-------- RECORDS SUPPLIED --------

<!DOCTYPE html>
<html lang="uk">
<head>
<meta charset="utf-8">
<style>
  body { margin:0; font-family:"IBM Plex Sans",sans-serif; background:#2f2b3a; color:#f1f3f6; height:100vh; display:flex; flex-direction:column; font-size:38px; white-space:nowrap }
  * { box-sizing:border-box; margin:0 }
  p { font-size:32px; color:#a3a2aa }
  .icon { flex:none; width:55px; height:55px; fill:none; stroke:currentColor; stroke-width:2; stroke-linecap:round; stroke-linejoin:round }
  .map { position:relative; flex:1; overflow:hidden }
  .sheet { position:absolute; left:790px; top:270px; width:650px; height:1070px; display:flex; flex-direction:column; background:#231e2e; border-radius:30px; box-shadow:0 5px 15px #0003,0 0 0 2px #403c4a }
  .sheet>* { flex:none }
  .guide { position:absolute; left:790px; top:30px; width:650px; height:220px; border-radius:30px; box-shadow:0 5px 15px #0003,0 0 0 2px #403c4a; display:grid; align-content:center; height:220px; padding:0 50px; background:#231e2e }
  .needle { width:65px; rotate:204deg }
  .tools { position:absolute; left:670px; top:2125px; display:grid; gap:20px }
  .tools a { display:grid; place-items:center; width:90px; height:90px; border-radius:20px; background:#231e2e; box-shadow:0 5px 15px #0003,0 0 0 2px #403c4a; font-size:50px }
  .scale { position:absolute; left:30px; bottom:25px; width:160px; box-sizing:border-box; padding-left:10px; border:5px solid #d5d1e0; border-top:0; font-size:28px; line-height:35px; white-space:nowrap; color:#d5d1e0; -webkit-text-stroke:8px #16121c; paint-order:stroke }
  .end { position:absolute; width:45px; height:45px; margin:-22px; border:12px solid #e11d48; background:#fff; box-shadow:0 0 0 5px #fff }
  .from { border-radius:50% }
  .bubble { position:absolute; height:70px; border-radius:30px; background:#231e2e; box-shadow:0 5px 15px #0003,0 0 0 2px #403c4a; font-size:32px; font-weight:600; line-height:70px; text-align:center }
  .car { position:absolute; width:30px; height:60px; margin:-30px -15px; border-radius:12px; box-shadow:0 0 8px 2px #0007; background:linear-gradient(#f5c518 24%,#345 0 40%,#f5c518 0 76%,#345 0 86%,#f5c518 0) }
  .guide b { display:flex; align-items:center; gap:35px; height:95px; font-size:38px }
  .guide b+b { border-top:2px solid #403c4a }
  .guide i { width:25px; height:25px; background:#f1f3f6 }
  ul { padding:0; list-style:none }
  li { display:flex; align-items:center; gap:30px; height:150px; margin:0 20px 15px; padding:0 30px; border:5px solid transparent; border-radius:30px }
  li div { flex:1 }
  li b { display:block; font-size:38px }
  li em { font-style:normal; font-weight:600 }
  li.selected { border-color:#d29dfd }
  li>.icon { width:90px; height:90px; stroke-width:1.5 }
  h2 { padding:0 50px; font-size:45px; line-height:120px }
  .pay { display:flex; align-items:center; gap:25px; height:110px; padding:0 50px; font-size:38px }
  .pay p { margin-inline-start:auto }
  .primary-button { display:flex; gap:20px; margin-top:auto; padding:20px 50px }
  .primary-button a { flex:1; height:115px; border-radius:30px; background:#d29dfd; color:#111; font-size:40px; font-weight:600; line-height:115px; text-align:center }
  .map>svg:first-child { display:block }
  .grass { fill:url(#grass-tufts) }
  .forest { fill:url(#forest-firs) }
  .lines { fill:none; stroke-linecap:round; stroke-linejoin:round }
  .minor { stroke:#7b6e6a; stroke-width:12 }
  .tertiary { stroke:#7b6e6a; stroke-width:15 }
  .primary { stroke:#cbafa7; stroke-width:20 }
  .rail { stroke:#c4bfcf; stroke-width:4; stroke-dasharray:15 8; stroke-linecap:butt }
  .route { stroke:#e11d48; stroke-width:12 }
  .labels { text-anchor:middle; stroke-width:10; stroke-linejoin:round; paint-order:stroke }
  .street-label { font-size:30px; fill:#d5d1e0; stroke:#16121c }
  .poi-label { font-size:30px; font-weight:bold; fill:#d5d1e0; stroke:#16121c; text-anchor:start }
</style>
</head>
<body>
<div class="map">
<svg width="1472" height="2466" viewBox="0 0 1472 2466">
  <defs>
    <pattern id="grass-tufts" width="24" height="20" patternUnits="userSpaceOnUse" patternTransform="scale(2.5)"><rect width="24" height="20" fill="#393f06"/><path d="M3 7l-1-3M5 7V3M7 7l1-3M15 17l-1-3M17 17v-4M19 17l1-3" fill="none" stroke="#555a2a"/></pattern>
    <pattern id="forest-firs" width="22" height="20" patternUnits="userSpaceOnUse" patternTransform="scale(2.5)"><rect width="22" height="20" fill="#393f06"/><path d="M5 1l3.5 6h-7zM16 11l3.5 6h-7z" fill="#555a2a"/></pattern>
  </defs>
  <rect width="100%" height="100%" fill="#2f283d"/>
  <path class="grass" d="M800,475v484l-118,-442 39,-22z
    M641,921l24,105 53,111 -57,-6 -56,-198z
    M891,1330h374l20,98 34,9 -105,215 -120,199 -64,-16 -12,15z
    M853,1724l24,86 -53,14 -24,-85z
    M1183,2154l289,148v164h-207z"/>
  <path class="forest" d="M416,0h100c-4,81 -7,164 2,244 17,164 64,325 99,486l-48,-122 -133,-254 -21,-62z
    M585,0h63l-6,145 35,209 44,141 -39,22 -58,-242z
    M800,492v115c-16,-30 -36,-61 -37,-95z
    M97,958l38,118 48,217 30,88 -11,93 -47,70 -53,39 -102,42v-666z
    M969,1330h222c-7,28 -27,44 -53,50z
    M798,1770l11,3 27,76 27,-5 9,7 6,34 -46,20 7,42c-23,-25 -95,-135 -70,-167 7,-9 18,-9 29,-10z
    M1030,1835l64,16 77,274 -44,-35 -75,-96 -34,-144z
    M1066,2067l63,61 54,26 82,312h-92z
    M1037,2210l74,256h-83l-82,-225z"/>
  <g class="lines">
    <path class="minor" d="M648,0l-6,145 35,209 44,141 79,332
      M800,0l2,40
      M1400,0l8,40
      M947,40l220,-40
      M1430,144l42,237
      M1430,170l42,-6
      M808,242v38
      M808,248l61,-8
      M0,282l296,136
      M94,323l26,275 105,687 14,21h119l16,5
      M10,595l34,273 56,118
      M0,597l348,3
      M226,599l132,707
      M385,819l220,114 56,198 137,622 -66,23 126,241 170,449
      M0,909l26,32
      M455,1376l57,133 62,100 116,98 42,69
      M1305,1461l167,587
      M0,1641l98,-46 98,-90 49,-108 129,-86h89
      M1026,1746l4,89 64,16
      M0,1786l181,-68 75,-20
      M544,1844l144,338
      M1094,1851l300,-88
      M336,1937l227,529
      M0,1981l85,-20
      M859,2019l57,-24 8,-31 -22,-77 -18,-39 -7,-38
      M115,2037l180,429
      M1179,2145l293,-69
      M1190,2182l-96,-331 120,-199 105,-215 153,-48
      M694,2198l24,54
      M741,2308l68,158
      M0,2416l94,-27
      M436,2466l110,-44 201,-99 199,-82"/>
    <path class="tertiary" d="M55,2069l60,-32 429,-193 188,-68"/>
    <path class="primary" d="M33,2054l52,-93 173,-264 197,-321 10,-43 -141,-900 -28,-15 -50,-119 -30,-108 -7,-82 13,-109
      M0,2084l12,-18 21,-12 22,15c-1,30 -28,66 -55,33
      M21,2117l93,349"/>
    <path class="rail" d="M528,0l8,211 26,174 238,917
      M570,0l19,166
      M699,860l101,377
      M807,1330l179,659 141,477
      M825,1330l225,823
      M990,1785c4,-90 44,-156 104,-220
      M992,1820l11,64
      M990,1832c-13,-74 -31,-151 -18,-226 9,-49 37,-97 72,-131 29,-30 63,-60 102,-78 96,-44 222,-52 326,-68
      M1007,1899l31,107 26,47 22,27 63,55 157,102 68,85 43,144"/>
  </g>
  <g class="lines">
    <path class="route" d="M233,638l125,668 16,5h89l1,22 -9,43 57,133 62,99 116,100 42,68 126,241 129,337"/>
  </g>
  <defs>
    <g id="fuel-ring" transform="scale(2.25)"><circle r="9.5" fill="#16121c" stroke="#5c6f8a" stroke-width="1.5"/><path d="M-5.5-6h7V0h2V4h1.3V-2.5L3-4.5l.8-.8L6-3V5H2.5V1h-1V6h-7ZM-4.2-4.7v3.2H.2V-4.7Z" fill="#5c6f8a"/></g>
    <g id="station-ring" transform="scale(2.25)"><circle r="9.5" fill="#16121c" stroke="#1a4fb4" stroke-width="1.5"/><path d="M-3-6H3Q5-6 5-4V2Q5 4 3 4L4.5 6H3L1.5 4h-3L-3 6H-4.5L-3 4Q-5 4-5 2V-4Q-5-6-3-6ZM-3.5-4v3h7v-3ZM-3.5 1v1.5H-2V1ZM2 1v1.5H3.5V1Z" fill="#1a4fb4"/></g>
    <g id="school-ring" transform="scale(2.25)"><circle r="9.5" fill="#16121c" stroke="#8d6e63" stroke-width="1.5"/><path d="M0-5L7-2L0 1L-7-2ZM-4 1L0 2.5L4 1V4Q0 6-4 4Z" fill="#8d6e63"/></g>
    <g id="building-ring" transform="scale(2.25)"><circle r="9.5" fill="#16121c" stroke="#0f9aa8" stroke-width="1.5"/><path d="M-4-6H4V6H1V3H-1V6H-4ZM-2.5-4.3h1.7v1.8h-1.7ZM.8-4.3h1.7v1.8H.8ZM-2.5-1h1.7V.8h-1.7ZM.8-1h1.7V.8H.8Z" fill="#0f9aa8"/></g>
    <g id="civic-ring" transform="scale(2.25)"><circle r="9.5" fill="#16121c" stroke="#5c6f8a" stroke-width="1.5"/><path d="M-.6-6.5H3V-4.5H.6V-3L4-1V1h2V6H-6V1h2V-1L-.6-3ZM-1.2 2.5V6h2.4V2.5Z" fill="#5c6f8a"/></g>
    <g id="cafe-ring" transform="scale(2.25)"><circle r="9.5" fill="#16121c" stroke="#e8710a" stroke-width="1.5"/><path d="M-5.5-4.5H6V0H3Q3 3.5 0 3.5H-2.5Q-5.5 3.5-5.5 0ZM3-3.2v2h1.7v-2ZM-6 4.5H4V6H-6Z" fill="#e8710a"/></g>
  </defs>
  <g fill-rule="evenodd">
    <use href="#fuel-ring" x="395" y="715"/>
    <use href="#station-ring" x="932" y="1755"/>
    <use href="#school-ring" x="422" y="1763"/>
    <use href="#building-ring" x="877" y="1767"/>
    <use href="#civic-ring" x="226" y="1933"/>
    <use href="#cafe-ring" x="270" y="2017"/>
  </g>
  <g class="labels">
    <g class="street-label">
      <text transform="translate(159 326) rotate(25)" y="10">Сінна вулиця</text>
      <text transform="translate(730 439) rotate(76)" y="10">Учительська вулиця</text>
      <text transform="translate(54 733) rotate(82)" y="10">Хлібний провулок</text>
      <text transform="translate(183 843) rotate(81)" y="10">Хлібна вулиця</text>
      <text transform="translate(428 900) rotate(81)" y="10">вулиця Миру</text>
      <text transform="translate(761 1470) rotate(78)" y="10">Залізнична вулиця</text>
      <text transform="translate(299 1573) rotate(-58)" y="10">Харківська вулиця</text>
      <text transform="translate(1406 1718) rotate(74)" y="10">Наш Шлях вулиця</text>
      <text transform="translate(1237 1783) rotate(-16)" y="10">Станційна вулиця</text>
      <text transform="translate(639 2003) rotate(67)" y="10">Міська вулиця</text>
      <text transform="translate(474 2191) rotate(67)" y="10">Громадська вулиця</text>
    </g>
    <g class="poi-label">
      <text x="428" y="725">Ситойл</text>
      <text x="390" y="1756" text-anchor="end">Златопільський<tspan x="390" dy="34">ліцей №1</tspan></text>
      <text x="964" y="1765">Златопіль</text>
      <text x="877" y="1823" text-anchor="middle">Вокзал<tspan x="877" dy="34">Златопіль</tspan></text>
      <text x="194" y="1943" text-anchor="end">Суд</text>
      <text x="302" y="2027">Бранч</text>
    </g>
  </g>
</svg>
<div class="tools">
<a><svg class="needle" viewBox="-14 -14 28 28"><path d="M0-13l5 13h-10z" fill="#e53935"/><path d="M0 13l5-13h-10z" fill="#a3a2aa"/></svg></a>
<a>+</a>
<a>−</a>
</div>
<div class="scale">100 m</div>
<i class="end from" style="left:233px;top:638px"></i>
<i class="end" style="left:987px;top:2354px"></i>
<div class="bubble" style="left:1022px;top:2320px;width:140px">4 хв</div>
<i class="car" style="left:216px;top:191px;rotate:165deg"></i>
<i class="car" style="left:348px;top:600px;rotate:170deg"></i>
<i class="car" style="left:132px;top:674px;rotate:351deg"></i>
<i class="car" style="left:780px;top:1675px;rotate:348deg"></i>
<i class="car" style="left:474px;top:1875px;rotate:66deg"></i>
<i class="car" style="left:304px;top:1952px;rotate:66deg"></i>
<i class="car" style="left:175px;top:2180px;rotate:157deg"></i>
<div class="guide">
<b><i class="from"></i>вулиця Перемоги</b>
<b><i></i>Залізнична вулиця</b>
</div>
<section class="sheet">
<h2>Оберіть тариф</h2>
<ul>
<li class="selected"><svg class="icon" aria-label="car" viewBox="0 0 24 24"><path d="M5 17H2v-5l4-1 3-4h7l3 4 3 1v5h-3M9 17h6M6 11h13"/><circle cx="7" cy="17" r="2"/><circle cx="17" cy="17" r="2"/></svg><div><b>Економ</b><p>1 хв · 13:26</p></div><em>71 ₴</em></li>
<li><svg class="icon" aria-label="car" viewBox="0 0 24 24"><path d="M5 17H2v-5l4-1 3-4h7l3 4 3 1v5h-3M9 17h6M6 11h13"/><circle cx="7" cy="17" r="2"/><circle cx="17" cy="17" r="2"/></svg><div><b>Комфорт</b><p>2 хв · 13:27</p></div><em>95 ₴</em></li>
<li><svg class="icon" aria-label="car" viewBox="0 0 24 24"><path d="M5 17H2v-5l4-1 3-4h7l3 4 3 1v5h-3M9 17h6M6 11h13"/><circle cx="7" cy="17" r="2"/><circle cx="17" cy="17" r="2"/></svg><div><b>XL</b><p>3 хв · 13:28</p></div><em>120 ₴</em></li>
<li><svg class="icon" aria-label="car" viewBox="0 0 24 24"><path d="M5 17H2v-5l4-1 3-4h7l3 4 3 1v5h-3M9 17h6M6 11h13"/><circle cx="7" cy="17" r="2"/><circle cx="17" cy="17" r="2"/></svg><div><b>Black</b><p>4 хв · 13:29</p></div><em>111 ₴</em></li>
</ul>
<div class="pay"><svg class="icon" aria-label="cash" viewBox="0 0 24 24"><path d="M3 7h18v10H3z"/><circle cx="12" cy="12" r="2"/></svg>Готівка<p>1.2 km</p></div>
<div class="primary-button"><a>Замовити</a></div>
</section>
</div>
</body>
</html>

--------

WHAT IS EXPECTED
Among the records, find each line where the word "tools" occurs, and copy it.

TASK RESPONSE
  .tools { position:absolute; left:670px; top:2125px; display:grid; gap:20px }
  .tools a { display:grid; place-items:center; width:90px; height:90px; border-radius:20px; background:#231e2e; box-shadow:0 5px 15px #0003,0 0 0 2px #403c4a; font-size:50px }
<div class="tools">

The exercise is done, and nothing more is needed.